October 14, 2022 -- Texas A&M University researchers aim to investigate the role of botanical compounds, including dietary phenols, in reducing intestinal inflammation in humans.
Their study, as yet unpublished, is funded by a $632,593 one-year grant from the National Institutes of Health's National Center for Complementary and Integrative Health (NCCIH); a follow-up $4 million application is still pending.
In 2018, dietary botanical supplements were a $7 billion industry, while inflammatory bowel disease -- including Crohn's disease and ulcerative colitis -- affected 1.6 million people. Most human clinical intervention studies of botanical compounds have yielded inconsistent results.
Fruits, green tea, spices, and nuts all contain healthy polyphenols. Gallotannins, the biggest subset of ingested polyphenols, are not metabolized directly by humans; rather they are substrates for select bacteria within the gastrointestinal tract. The bacterial metabolism of gallotannins generates bioavailable anti-inflammatory metabolites.

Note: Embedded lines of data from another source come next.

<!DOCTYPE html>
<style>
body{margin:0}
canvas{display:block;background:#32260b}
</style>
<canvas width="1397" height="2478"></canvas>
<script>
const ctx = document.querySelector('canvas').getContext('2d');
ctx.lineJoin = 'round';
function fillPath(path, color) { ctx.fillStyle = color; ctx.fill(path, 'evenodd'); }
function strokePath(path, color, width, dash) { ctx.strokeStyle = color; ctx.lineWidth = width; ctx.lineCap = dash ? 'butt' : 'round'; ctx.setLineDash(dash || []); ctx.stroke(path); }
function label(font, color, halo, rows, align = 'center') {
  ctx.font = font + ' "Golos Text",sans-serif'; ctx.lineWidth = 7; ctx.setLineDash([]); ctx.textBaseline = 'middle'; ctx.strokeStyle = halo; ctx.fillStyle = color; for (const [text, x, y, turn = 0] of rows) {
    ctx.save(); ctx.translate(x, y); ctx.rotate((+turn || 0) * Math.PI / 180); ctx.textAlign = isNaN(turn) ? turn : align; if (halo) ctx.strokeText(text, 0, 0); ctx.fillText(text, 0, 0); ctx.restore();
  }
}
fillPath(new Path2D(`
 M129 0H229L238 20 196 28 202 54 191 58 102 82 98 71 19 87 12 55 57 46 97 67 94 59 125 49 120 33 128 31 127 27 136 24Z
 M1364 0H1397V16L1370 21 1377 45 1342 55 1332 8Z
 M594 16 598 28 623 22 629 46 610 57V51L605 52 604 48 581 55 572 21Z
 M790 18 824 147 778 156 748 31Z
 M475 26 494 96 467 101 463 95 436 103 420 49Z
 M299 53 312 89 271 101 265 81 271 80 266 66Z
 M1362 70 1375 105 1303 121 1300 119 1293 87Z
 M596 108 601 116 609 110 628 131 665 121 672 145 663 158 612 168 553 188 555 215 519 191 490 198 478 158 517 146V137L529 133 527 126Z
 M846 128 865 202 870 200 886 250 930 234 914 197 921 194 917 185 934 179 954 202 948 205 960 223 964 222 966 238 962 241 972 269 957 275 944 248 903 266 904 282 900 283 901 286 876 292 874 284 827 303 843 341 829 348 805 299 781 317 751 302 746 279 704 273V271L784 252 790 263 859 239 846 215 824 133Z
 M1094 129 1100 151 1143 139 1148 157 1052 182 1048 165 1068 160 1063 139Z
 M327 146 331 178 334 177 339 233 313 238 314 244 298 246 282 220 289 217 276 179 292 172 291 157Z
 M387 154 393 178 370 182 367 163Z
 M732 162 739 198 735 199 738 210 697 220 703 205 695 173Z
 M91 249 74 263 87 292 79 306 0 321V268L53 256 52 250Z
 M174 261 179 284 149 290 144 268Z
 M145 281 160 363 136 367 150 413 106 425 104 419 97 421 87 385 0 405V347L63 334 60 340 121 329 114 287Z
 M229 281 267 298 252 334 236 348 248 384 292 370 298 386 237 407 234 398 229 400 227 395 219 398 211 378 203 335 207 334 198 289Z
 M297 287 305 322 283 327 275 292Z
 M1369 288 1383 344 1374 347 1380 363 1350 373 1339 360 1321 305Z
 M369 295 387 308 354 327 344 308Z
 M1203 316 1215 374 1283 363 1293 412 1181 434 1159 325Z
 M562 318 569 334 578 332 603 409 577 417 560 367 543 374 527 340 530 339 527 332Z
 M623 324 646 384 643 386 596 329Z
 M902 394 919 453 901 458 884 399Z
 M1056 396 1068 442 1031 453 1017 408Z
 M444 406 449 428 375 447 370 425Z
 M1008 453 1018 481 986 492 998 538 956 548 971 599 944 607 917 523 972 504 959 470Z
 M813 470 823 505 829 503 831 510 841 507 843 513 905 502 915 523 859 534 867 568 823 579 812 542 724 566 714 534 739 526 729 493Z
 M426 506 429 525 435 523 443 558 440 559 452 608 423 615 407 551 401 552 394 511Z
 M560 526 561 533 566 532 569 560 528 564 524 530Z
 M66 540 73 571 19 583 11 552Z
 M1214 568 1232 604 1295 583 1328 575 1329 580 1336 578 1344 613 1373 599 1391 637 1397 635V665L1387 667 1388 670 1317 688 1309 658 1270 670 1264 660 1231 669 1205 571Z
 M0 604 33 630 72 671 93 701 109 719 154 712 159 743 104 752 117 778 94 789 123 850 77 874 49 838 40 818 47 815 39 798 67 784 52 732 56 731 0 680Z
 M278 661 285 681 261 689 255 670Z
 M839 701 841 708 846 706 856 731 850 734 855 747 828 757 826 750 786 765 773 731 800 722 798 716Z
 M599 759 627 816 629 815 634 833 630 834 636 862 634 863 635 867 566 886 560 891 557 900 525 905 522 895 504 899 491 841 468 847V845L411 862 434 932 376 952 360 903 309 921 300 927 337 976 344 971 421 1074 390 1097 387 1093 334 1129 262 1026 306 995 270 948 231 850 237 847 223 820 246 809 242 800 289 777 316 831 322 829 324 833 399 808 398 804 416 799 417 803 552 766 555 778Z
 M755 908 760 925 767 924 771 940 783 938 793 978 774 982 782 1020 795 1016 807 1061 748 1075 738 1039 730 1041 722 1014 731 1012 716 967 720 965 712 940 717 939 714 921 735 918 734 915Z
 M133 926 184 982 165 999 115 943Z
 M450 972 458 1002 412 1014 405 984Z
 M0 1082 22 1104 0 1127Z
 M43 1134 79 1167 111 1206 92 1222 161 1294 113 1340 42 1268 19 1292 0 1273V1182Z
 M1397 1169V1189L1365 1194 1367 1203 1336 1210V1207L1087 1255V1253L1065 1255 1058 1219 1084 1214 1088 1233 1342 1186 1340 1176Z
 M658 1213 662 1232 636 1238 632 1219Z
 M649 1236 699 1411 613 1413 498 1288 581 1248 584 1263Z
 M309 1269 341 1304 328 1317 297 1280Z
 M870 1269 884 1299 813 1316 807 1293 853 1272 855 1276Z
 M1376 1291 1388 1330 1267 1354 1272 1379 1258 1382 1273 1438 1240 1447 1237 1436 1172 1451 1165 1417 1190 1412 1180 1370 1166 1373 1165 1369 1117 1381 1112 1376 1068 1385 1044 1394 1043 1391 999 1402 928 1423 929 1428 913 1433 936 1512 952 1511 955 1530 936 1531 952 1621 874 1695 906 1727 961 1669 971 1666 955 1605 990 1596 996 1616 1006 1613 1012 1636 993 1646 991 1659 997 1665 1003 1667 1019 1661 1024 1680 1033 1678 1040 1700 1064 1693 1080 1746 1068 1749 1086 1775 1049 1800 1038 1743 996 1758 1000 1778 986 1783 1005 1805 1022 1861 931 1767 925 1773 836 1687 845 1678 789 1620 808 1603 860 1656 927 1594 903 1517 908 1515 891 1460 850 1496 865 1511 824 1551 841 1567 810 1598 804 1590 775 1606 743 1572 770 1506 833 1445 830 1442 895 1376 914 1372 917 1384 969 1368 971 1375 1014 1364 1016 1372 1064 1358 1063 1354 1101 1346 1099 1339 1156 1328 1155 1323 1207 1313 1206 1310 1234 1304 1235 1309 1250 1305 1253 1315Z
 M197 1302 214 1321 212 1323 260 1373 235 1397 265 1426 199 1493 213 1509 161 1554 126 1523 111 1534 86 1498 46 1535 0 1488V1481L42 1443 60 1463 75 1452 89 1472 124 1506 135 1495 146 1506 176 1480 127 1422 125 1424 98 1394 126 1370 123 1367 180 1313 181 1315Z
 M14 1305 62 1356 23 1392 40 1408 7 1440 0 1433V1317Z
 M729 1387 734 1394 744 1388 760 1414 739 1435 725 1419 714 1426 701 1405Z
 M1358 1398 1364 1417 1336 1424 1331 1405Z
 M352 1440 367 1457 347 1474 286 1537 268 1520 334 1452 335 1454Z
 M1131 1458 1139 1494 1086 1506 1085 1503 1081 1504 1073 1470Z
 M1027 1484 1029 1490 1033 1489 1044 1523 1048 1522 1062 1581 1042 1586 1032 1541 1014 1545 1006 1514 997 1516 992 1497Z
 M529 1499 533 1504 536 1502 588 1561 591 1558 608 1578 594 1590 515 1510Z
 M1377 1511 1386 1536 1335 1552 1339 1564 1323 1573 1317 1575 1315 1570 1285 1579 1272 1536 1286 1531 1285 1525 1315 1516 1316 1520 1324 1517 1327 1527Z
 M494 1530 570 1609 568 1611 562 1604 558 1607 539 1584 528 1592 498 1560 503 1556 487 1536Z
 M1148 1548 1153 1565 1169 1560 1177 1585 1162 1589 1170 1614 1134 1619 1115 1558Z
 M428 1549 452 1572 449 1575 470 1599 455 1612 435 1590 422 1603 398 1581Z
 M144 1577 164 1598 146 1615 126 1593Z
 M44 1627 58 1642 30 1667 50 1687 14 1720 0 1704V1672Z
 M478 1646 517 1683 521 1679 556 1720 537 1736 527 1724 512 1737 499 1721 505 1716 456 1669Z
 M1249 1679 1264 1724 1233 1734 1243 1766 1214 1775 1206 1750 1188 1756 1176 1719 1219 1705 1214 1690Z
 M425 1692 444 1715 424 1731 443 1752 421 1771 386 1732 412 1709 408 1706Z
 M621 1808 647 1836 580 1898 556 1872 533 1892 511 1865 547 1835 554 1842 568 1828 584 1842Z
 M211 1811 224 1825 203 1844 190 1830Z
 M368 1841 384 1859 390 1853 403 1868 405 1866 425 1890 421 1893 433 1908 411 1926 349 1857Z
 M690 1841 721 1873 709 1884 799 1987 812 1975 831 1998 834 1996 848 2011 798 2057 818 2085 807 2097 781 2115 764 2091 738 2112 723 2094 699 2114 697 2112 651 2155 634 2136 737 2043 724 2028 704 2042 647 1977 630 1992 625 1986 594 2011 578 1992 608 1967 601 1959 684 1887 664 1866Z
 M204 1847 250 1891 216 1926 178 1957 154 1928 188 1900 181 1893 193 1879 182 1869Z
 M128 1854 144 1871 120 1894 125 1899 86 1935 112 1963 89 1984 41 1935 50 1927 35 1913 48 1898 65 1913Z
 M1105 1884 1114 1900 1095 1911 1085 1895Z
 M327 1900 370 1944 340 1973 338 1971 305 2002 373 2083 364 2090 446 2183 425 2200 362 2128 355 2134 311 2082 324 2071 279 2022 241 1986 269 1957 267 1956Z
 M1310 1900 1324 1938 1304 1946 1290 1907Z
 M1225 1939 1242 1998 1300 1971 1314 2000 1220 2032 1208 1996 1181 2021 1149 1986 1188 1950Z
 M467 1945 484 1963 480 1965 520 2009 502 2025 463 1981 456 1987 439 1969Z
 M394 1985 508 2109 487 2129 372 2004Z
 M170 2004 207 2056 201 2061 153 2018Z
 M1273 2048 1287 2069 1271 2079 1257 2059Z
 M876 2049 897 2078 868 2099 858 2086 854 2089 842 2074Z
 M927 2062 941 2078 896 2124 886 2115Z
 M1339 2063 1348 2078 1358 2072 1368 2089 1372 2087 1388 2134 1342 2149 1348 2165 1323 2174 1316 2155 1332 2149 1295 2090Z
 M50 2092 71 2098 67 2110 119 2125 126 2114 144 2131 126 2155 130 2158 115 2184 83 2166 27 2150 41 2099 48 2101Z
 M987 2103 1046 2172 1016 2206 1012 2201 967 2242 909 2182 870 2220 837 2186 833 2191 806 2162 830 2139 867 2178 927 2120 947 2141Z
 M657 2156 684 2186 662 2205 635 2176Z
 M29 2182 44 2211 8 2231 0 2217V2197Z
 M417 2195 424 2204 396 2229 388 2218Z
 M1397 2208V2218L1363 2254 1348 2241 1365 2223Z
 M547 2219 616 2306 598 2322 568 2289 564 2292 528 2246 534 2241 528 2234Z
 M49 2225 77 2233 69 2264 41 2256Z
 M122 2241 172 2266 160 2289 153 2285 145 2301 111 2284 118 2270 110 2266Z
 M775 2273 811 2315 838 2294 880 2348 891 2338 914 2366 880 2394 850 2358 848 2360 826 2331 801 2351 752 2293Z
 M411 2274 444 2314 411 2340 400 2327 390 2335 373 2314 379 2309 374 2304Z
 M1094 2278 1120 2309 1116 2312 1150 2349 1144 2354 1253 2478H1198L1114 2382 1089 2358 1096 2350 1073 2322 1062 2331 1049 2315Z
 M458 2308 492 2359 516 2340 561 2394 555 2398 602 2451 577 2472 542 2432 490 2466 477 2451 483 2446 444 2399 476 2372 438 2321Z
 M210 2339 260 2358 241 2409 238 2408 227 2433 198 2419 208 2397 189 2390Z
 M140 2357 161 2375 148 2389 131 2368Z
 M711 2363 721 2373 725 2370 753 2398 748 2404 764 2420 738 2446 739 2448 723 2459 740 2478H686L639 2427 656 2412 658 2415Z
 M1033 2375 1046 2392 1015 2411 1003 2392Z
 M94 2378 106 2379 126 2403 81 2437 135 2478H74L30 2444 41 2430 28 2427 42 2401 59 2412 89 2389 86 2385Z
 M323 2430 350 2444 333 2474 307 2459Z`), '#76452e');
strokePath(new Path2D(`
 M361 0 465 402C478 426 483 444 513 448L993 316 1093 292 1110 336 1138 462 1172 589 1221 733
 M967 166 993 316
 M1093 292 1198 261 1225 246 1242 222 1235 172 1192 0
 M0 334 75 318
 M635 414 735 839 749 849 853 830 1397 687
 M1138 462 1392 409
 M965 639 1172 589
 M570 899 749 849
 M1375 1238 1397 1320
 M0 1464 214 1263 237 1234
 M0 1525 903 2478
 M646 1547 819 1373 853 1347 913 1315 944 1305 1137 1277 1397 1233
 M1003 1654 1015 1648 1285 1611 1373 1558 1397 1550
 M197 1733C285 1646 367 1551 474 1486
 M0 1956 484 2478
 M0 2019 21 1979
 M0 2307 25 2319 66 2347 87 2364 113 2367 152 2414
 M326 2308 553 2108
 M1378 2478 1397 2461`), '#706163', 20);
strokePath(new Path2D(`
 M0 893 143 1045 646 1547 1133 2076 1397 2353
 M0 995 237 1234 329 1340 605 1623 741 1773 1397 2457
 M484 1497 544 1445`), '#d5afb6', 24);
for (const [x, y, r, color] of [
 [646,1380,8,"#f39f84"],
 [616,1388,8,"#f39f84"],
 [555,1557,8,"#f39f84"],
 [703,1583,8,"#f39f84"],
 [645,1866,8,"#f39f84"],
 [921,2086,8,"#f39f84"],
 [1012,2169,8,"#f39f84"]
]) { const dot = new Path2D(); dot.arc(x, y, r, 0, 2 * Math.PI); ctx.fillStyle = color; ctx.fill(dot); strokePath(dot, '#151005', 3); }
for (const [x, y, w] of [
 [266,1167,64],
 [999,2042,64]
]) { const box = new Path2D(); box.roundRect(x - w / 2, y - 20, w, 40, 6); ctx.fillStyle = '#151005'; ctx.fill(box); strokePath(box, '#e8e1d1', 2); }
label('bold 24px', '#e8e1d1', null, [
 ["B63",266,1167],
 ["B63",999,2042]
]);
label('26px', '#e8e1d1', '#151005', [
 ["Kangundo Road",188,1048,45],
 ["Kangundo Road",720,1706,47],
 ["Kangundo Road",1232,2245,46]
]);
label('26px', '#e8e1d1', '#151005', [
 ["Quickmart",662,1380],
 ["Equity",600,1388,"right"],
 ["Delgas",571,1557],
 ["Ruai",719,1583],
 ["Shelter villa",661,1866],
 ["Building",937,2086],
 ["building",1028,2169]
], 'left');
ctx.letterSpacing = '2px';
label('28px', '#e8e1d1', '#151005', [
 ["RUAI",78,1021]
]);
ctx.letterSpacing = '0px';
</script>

However, age and obesity are associated with a reduced intestinal ability to produce these metabolites -- hence, those populations most in need of foods with anti-inflammatory properties are likely benefiting from them least. Polyphenol metabolism may also be limited in individuals with chronic intestinal inflammation.
Two intestinal microbial enzymes active in the Lactiplantibacillus plantarum (formerly Lactobacillus plantarum) bacteria strain -- tannase and tannin acyl hydrolase GA-decarboxylase -- yield the major gallotannin metabolites. This study will develop a model using knock-out versions of Lactiplantibacillus plantarum, an optimal model for gallotannin metabolism.
The researchers hope to determine how individual microbiome interactions influence gallotannin's anti-inflammatory activities, potentially enabling the development of science-based intake recommendations.
"Principles from this study can be transferred to human clinical studies and further the scientific basis for dosing recommendations for gallotannins and other polyphenols in increasing resilience against chronic inflammatory diseases," principal investigator Susanne Talcott, PhD, of Texas A&M, said in a statement.